* **Work task**
The word "canvas" occurs in some lines of the data. Return each such line.

(Stored items)
..............................

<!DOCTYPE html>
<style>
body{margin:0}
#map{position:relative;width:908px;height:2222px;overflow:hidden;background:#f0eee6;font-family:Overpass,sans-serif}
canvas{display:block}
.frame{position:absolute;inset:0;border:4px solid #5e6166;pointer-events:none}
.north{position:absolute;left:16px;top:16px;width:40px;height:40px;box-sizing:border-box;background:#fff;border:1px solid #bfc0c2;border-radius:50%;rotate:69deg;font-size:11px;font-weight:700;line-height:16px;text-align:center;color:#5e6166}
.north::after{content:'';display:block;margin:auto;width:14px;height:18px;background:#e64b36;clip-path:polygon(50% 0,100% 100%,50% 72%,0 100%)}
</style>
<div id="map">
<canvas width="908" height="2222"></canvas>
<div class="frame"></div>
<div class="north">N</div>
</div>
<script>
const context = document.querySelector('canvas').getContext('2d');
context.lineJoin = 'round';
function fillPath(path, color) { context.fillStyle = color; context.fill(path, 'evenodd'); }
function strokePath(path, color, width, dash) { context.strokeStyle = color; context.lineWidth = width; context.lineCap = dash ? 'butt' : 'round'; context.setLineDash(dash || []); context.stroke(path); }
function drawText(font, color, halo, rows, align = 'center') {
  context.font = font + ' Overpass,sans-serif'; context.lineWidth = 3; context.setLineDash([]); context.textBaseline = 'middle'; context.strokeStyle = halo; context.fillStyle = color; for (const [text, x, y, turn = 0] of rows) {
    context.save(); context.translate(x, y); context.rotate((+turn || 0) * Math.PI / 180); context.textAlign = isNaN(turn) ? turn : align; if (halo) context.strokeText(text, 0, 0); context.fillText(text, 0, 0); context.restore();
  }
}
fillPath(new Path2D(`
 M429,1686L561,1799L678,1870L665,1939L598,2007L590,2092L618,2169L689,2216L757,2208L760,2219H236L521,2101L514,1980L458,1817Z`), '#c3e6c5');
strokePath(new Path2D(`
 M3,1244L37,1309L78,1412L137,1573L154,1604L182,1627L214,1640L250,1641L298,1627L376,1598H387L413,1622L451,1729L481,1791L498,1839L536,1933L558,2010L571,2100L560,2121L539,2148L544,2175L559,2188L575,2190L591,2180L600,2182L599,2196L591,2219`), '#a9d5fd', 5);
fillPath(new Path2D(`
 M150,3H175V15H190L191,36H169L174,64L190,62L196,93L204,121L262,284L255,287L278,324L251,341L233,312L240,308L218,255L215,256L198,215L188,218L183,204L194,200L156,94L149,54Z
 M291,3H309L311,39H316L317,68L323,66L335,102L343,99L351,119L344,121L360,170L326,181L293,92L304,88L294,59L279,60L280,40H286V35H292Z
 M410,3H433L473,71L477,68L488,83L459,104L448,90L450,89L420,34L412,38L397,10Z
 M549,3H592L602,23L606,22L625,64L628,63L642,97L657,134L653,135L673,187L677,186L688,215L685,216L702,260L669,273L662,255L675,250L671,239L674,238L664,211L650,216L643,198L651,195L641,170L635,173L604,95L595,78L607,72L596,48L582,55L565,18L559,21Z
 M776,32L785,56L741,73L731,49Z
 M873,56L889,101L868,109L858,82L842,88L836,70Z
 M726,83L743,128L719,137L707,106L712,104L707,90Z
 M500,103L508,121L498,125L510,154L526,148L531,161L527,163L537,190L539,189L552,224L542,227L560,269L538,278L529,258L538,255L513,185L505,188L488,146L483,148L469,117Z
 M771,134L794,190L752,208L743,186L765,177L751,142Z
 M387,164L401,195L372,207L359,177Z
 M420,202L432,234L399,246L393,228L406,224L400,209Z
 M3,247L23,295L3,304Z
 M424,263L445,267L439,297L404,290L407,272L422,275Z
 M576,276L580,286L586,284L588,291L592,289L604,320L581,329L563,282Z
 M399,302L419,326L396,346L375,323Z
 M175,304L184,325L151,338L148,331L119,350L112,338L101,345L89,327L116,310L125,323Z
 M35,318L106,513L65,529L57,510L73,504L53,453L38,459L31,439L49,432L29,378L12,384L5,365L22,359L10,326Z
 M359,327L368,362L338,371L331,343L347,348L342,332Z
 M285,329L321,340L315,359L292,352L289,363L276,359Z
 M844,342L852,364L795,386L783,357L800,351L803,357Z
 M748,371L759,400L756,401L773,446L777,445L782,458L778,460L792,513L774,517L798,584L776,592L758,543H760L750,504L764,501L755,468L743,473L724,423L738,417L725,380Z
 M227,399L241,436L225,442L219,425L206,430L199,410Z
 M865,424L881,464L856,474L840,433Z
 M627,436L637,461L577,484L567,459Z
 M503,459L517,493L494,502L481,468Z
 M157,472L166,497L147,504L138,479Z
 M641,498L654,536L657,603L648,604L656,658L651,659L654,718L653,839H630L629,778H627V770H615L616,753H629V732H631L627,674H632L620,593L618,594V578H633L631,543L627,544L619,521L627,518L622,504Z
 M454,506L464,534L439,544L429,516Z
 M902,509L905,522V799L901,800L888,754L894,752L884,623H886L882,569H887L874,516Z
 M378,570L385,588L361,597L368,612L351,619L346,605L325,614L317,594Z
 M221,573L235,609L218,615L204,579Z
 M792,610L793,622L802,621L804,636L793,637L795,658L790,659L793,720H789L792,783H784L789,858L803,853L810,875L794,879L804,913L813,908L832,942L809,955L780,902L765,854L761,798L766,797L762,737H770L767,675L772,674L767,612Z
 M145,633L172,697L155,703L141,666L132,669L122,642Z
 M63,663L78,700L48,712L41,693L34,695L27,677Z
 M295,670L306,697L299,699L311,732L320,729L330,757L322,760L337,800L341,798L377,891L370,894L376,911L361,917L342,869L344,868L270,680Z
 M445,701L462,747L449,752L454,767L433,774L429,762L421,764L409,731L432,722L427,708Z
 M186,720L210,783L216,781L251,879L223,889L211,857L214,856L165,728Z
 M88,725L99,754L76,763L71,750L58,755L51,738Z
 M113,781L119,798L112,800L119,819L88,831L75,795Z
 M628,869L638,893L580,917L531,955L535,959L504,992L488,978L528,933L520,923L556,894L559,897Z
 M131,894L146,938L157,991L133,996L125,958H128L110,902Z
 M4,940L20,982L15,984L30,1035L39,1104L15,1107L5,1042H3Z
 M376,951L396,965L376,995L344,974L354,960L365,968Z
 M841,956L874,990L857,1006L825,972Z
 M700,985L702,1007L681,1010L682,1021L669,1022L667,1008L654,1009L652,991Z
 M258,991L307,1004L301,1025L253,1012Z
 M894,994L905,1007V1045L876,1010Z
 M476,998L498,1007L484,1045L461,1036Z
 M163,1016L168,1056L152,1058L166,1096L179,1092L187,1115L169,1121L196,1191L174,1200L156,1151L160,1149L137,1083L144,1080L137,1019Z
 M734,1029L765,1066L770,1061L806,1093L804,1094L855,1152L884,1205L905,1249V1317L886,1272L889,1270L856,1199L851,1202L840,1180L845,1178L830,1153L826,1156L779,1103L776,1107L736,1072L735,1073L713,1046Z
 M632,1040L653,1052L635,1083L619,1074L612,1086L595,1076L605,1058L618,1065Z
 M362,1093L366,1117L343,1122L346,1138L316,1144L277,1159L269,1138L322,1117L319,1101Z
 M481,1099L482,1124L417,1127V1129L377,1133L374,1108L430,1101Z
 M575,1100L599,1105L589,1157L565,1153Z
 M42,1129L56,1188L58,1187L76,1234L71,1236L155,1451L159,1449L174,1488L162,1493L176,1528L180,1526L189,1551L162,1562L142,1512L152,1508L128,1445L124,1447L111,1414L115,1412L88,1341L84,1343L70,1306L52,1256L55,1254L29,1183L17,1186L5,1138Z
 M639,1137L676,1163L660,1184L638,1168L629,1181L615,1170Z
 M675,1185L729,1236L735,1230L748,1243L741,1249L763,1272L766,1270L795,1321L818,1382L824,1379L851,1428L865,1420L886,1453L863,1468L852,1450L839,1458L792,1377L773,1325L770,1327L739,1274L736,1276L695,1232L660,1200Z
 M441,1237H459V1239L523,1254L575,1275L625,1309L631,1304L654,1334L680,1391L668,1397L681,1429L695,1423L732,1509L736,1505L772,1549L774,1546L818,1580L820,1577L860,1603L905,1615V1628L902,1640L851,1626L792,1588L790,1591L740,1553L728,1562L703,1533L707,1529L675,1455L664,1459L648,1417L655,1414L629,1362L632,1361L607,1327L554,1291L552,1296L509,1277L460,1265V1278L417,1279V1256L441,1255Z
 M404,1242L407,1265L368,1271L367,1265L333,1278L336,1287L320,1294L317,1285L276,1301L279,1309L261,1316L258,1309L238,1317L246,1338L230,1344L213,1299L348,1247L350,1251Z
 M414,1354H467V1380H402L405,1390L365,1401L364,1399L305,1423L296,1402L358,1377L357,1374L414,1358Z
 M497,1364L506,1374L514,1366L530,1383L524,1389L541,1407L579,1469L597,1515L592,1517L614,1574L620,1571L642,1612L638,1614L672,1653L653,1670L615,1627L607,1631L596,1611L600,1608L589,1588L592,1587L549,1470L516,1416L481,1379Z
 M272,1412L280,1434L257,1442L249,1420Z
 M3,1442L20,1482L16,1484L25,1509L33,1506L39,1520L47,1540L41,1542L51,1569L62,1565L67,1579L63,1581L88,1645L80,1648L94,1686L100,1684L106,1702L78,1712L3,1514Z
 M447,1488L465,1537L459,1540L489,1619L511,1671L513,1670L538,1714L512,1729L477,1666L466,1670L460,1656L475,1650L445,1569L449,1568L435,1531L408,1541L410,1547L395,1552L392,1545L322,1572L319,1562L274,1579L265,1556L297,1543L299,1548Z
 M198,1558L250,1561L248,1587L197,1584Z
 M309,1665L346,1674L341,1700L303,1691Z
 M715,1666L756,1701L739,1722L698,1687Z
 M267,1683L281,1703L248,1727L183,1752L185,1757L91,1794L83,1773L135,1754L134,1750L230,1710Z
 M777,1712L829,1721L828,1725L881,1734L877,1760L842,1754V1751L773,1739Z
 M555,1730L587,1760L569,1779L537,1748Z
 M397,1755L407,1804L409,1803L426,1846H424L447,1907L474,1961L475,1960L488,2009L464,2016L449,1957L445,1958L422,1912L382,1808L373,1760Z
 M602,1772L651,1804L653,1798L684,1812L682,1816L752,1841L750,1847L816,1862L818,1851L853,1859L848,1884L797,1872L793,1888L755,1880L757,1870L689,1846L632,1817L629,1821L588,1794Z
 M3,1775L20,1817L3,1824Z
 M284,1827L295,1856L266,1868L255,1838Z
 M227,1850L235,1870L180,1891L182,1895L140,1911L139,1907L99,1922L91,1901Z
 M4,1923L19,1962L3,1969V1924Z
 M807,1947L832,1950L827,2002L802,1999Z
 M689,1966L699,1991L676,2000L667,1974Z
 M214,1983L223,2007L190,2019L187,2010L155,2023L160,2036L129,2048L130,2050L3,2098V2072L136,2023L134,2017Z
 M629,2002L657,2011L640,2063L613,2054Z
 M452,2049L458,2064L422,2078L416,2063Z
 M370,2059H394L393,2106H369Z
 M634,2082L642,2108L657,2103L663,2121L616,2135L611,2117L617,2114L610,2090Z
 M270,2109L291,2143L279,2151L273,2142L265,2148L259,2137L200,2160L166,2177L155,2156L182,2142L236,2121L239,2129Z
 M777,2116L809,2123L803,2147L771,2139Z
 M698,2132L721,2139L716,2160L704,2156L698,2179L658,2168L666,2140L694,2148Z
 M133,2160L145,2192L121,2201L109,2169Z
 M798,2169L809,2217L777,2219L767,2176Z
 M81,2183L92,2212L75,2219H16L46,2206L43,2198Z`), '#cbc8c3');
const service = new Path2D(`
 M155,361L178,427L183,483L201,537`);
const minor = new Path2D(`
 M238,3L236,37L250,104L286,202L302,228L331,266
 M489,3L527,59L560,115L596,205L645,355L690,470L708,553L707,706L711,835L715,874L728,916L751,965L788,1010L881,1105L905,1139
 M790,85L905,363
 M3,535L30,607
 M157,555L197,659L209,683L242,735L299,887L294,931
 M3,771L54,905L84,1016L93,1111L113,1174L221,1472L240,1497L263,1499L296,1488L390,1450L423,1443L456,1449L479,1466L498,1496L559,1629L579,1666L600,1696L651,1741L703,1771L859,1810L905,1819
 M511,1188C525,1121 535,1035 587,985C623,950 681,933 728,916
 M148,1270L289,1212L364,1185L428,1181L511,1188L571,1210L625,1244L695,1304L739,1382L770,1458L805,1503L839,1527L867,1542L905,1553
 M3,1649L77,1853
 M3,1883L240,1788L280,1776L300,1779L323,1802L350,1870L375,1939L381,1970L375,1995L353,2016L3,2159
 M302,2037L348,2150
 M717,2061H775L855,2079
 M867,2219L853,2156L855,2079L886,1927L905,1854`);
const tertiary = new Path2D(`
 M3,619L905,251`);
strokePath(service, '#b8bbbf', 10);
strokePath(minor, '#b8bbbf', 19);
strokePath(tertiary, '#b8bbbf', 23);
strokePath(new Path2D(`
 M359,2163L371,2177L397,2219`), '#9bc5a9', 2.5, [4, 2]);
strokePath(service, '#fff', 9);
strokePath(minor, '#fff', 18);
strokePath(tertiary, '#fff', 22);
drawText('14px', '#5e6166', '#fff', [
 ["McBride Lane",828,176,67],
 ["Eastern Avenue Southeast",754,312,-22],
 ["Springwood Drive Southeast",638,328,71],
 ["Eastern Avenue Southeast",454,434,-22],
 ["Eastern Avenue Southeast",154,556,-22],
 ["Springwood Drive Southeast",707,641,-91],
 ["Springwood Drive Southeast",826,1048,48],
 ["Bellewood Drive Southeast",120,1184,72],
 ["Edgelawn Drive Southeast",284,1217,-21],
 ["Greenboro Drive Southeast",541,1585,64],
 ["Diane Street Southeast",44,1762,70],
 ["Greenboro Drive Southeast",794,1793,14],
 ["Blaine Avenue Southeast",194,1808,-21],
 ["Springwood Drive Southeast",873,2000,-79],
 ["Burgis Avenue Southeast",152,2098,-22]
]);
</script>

..............................

* **Result below**
canvas{display:block}
<canvas width="908" height="2222"></canvas>
const context = document.querySelector('canvas').getContext('2d');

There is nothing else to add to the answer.